Rio vai a reunião sobre violência disposto a ouvir

O governo do Rio vai à reunião desta quinta-feira, 31, para discutir medidas de segurança contra a violência em manifestações disposto a ouvir antes de falar. Interlocutores do governo do Estado ressaltam que, apesar de o convite ter partido do governo federal, o encontro era uma reivindicação antiga da administração estadual. A demora para que se concretizasse é debitada ao crescente ambiente de estranhamento entre PT e PMDB no Estado, após o anúncio da decisão petista de desembarcar da gestão do governador Sérgio Cabral Filho (PMDB) para lançamento do senador Lindbergh Farias (PT-RJ) à sucessão dele.

WILSON TOSTA E ADRIANO BARCELOS, Agência Estado

30 Outubro 2013 | 18h48

"Fui convidado pelo ministro (José) Eduardo Cardozo (Justiça) para esse encontro em Brasília e vou aguardar o que ele tem a nos dizer para, a partir daí, me pronunciar", afirmou, por meio de nota, o secretário de Segurança Pública do Estado, José Mariano Beltrame. Ficaram sem resposta outras perguntas da reportagem: sobre as orientações de Cabral para a reunião, as propostas que o governo estadual levaria, a possibilidade de haver "federalização" na investigação dos atos violentos e se o Poder Executivo estadual aceitaria auxílio da Força Nacional de Segurança Pública (FNSP).

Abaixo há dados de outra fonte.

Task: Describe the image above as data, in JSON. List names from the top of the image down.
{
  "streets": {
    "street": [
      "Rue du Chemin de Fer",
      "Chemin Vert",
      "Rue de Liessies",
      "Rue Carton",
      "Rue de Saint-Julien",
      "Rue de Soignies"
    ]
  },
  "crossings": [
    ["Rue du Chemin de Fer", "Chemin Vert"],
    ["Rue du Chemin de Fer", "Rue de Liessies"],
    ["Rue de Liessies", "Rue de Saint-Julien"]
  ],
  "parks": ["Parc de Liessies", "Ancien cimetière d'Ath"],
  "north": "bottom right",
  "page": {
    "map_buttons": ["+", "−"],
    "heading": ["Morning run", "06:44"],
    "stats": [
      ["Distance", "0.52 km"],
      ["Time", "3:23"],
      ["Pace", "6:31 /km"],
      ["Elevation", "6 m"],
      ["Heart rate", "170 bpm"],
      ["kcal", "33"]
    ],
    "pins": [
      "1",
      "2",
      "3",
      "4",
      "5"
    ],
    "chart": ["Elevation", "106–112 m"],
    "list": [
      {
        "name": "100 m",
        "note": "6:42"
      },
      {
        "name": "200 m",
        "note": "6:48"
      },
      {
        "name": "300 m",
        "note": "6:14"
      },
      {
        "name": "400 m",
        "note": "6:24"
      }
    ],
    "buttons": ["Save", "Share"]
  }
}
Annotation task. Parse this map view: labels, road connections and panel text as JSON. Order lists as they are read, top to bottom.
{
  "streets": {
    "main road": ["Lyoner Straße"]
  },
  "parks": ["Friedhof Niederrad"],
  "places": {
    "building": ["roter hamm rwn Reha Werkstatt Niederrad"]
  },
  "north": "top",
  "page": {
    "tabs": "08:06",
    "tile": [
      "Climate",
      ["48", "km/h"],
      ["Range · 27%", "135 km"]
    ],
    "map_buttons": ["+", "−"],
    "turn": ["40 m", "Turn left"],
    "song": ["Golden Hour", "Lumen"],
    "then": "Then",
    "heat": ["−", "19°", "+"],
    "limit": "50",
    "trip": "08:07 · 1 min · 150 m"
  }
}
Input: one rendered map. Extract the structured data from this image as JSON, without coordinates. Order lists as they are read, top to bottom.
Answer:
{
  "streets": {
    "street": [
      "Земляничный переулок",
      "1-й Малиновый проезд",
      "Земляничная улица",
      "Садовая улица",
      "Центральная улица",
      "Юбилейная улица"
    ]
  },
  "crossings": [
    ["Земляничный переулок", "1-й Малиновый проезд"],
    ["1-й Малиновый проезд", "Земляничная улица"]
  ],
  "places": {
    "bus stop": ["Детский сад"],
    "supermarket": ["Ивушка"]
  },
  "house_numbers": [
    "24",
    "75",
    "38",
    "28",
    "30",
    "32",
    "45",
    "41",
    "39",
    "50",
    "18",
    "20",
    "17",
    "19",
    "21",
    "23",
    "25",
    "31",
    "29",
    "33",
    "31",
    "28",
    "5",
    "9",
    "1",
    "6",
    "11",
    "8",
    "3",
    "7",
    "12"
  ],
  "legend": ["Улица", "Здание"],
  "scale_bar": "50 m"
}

De acordo com um peemedebista bastante próximo do governador do Rio, "é muito cômodo (para a administração federal) deixar acontecer" a sucessão de tumultos de rua que, desde junho, aconteceram na capital fluminense. Só a Avenida Rio Branco, centro financeiro da capital, foi fechada 32 vezes desde junho, e os protestos deixaram um saldo de bancos e lojas destruídos, além de danos à Câmara Municipal, atacada com coquetéis-molotov por mascarados. Nas ruas próximas, aconteceram ataques aos Consulados de Angola e dos Estados Unidos, e houve um baleado, além de dezenas de feridos pela Polícia Militar (PM). Atualmente, a maioria das agências bancárias da região protege as vidraças atrás de tapumes de madeira, sem prazo para volta à normalidade.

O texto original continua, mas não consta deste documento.